Os atentados terroristas em Londres não alteraram a pesada agenda de amanhã (08) do ministro das Relações Exteriores, Celso Amorim, na capital britânica, concentrada em dois temas caros à política externa brasileira. Como representante do Brasil, Amorim participará de uma reunião reservada com os Estados Unidos, a União Européia e a Índia para discutir a Rodada Doha de liberalização do comércio mundial.
Tratará ainda da proposta de ampliação dos membros permanentes do Conselho de Segurança da Organização das Nações Unidas (ONU) em um jantar com os chanceleres do Japão, da Índia e da Alemanha, os países que formam, com o Brasil, o Grupo dos Quatro (G-4).
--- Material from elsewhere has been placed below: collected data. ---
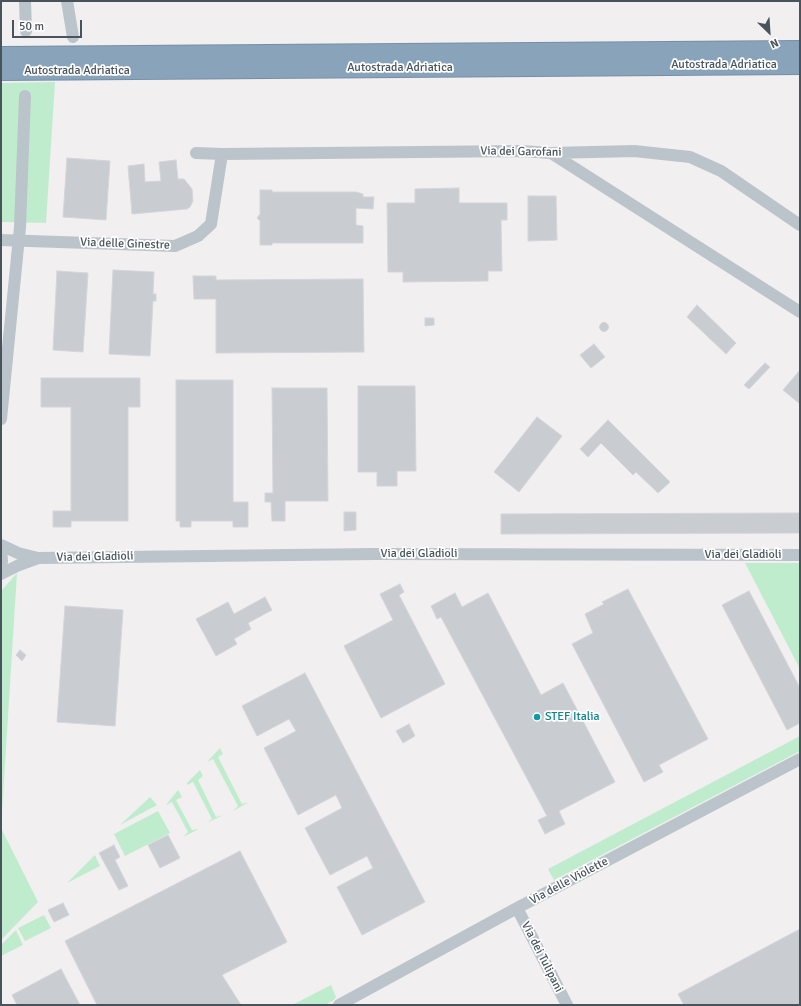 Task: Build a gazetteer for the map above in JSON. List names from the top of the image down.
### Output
{
  "streets": {
    "highway": ["Autostrada Adriatica"],
    "street": [
      "Via dei Garofani",
      "Via delle Ginestre",
      "Via dei Gladioli",
      "Via delle Violette",
      "Via dei Tulipani"
    ]
  },
  "crossings": [
    ["Via dei Garofani", "Via delle Ginestre"],
    ["Via delle Violette", "Via dei Tulipani"]
  ],
  "places": ["STEF Italia"],
  "scale_bar": "50 m",
  "north": "bottom right"
}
O jantar se dará a apenas três dias da apresentação formal da proposta de reforma do Conselho pelo G-4, que deverá ser votada até o final do mês. O projeto prevê seis novas cadeiras permanentes – uma para cada membro do G-4 e outras duas para a África – e mais quatro assentos não-permanentes. A chance de o Brasil, a Alemanha, o Japão e a Índia conseguirem seus assentos permanentes depende necessariamente desse primeiro passo. A dificuldade do grupo está na conquista dos votos de dois terços dos membros da ONU – ou seja, de 128 países. Nos últimos quatro meses, o governo brasileiro designou mais de 20 embaixadores para a tarefa de convencer cerca de 100 países a convergirem para a proposta do G-4. A esperança está no apoio dos 53 países africanos.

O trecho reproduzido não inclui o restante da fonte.